Believing in history

I’d like to start with a proposition. Here it is: To be a Christian is to believe in history. Now, what do I mean by that? Well, I can tell you what I don’t mean. I don’t mean the “history of progress”, which has been the guiding faith in the West for many years. The cult of “progress” claims that things are getting better all the time. That thanks to science and technology, the human condition is constantly improving. That our future is open to unlimited material achievements. I have real problems with that sort of myth. I don’t see any evidence that it’s true. But that’s another talk for another time.

To be a Christian is to believe in history. I mean this in the way the great Catholic historian, Christopher Dawson, meant it. Dawson wrote: “Christianity, together with the religion of Israel out of which it was born, is a historical religion in a sense to which none of the other world religions can lay claim.” Think about the Bible. All the great world religions have sacred books. The Qu’ran, the Bhagavad-Gita; the Analects of Confucius. What all the sacred texts of other religions have in common is that they’re essentially wisdom literature. They’re collections of often wise and noble teachings aimed at helping believers live ethically and find the right path to peace or happiness or enlightenment.

Bible as history

The Bible also aims to make people wise. But it also seeks to lead them to salvation, which is much more than “enlightenment”. Its starting point is totally different. The first words are: “In the beginning ….” The Bible begins with a step-by-step report of the first day in the history of the world. The entire Old Testament is like that. After telling us about the first man and woman and their descendants, it proceeds to present a historical account of God’s chosen people, the children of Israel. We read about their captivity in Egypt; their deliverance and wandering to the promised land; the rise and fall of their kingdom; their exile and restoration. The biblical narratives are filled with dates and geography, even the names of foreign rulers.

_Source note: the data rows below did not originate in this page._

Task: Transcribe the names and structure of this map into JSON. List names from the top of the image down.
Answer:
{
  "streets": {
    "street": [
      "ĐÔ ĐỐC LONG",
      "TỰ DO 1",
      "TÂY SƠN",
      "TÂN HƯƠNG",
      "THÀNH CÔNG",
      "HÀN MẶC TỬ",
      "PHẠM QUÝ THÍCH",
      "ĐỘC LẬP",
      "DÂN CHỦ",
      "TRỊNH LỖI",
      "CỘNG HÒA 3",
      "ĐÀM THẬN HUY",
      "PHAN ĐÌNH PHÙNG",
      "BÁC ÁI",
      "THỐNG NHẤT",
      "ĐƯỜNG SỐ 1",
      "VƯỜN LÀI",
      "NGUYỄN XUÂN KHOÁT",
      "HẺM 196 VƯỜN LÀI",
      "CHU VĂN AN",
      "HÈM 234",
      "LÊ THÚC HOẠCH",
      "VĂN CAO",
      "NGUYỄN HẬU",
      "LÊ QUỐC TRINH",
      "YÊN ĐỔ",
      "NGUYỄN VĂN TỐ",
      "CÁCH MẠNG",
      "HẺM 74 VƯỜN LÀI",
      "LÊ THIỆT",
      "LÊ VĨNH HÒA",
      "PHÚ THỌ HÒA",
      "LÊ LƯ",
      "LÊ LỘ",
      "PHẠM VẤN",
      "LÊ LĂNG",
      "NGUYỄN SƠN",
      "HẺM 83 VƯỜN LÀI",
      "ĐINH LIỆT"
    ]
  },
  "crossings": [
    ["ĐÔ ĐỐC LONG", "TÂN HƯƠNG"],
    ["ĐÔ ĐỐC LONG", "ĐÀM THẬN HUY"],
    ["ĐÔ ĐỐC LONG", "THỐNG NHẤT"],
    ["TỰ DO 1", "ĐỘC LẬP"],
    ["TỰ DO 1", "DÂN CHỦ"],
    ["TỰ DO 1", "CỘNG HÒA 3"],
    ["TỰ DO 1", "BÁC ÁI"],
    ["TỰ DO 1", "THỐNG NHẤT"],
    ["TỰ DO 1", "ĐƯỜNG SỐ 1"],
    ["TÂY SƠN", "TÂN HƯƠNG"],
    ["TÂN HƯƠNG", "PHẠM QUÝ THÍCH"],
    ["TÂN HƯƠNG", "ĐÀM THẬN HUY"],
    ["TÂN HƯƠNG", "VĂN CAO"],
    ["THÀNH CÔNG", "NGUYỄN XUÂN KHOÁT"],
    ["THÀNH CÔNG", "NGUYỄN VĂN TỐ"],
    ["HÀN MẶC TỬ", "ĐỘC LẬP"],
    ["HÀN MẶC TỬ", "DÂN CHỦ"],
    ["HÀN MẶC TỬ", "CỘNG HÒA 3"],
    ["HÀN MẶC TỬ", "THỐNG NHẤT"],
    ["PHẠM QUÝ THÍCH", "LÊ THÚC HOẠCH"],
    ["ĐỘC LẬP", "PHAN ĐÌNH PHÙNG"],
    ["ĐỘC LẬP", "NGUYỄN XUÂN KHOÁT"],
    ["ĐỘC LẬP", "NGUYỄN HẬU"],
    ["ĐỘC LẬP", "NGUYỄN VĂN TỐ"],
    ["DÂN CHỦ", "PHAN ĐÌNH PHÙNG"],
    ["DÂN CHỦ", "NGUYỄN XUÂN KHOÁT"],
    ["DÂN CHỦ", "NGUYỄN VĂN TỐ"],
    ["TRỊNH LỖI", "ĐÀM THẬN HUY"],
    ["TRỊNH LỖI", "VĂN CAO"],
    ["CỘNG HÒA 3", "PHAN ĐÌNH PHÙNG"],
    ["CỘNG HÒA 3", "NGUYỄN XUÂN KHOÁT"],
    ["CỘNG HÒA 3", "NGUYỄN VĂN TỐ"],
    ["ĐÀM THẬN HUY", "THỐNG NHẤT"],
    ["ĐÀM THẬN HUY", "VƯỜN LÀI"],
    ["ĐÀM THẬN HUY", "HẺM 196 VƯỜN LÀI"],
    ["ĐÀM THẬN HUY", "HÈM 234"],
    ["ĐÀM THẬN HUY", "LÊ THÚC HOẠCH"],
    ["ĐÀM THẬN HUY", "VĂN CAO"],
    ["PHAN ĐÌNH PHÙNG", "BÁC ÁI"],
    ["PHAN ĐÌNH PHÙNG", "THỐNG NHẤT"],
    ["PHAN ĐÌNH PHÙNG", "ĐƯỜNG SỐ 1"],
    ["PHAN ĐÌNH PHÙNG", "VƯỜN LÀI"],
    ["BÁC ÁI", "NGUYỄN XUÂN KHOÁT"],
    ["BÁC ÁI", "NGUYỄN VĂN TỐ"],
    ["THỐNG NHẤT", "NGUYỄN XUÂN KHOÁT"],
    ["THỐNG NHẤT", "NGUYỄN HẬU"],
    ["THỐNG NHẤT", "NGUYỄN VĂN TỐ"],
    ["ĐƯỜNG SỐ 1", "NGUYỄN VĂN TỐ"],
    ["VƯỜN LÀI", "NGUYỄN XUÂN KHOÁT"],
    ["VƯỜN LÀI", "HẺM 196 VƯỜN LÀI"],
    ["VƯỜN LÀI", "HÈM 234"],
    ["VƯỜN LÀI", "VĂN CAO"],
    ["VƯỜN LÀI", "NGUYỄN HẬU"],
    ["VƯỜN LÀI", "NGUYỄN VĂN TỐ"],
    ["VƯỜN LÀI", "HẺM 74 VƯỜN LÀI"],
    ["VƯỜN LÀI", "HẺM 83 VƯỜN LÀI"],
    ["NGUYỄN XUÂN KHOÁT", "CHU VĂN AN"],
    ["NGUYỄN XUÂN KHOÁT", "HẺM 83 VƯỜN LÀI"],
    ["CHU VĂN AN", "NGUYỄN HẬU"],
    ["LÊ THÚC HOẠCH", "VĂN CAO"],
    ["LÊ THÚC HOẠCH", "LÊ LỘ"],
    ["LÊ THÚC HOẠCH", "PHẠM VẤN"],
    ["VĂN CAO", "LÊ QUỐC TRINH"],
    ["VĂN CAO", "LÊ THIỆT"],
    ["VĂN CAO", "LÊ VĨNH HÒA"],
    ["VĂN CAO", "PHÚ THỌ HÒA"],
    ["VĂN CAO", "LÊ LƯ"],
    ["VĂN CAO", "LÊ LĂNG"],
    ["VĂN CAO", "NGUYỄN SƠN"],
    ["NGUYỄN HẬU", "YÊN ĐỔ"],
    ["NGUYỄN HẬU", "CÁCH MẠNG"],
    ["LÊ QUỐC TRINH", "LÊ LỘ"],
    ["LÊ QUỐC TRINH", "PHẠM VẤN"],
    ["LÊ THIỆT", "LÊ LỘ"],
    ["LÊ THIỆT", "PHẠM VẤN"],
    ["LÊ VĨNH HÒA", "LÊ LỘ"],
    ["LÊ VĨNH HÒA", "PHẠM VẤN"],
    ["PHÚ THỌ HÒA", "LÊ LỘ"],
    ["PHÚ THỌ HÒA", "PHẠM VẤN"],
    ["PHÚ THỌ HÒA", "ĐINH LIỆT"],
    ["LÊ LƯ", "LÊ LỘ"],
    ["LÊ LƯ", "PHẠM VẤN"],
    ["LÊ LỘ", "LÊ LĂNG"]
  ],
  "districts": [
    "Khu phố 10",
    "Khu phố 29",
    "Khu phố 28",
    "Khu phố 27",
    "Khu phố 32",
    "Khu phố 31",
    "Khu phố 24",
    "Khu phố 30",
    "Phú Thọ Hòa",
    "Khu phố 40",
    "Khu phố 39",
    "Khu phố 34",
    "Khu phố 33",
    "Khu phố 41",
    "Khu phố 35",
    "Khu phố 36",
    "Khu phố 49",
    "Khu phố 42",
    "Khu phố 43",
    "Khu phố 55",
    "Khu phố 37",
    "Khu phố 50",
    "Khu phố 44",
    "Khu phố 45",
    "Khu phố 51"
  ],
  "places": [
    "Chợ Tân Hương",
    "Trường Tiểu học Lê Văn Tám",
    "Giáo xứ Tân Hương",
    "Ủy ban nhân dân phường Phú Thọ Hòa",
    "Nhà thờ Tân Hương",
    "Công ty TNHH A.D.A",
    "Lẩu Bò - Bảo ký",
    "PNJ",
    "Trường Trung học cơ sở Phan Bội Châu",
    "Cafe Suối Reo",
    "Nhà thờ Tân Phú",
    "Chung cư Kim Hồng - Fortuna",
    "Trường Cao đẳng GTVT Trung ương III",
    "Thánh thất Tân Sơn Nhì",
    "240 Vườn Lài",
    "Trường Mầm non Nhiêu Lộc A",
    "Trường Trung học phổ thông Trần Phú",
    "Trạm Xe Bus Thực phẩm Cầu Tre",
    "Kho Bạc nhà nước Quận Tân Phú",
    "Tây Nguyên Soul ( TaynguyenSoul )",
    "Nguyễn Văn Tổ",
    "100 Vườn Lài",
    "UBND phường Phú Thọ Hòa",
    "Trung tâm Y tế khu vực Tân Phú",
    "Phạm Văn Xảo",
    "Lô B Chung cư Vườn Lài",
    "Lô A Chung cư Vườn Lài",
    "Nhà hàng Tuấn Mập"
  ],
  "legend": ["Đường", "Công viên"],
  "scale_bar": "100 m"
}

The New Testament continues that history, focusing on one particular child of Israel, Jesus of Nazareth, and the community he founded, the Church. The story is told with lots of references – some direct, others subtle – to that earlier history. Jesus is portrayed as fulfilling all that God promised in the Old Testament. The Church is described as the new people of God, the final realisation of Israel’s calling to be God’s light to the nations. Again, throughout the New Testament, we’re given precise historical markers. Here’s how the Gospel of Luke introduces the ministry of John the Baptist: “In the fifteenth year of the reign of Tiberius Caesar, when Pontius Pilate was governor of Judea, and Herod was tetrarch of Galilee and his brother Philip tetrarch of ….” You get the idea.

To be a Christian means believing very definite things about history and about our own respective places in history.

Historical specificity of our religion

We don’t just profess belief in the Incarnation. We say we believe that God took flesh at a precise moment in time, and in a definite place. That’s the reason for that odd detail in our Creed. Think about it: We’re the only religion to remember our founder’s executioner by name every time we profess our faith. In fact, I don’t think there’s another profession of faith in any religion that mentions specific historical personages.
Pontius Pilate and Mary are mentioned by name in the creed. Why? The reference to Mary, his mother, guarantees Christ’s humanity. The reference to Pilate, who condemned him to death, guarantees his historicity. It ensures that we can never reduce the Incarnation to an abstract concept, a metaphor, a pretty idea. It ensures that we can never regard Jesus Christ as some kind of ideal archetype or mythical figure. He was truly a man and truly God. And once he had a place he called home on this earth.

God’s action in history: salvation

Something else, too. We believe that this historical event, which happened more than 2,000 years ago, represents a personal intervention by God “for us and for our salvation.” God entered history for you and me, for all humanity.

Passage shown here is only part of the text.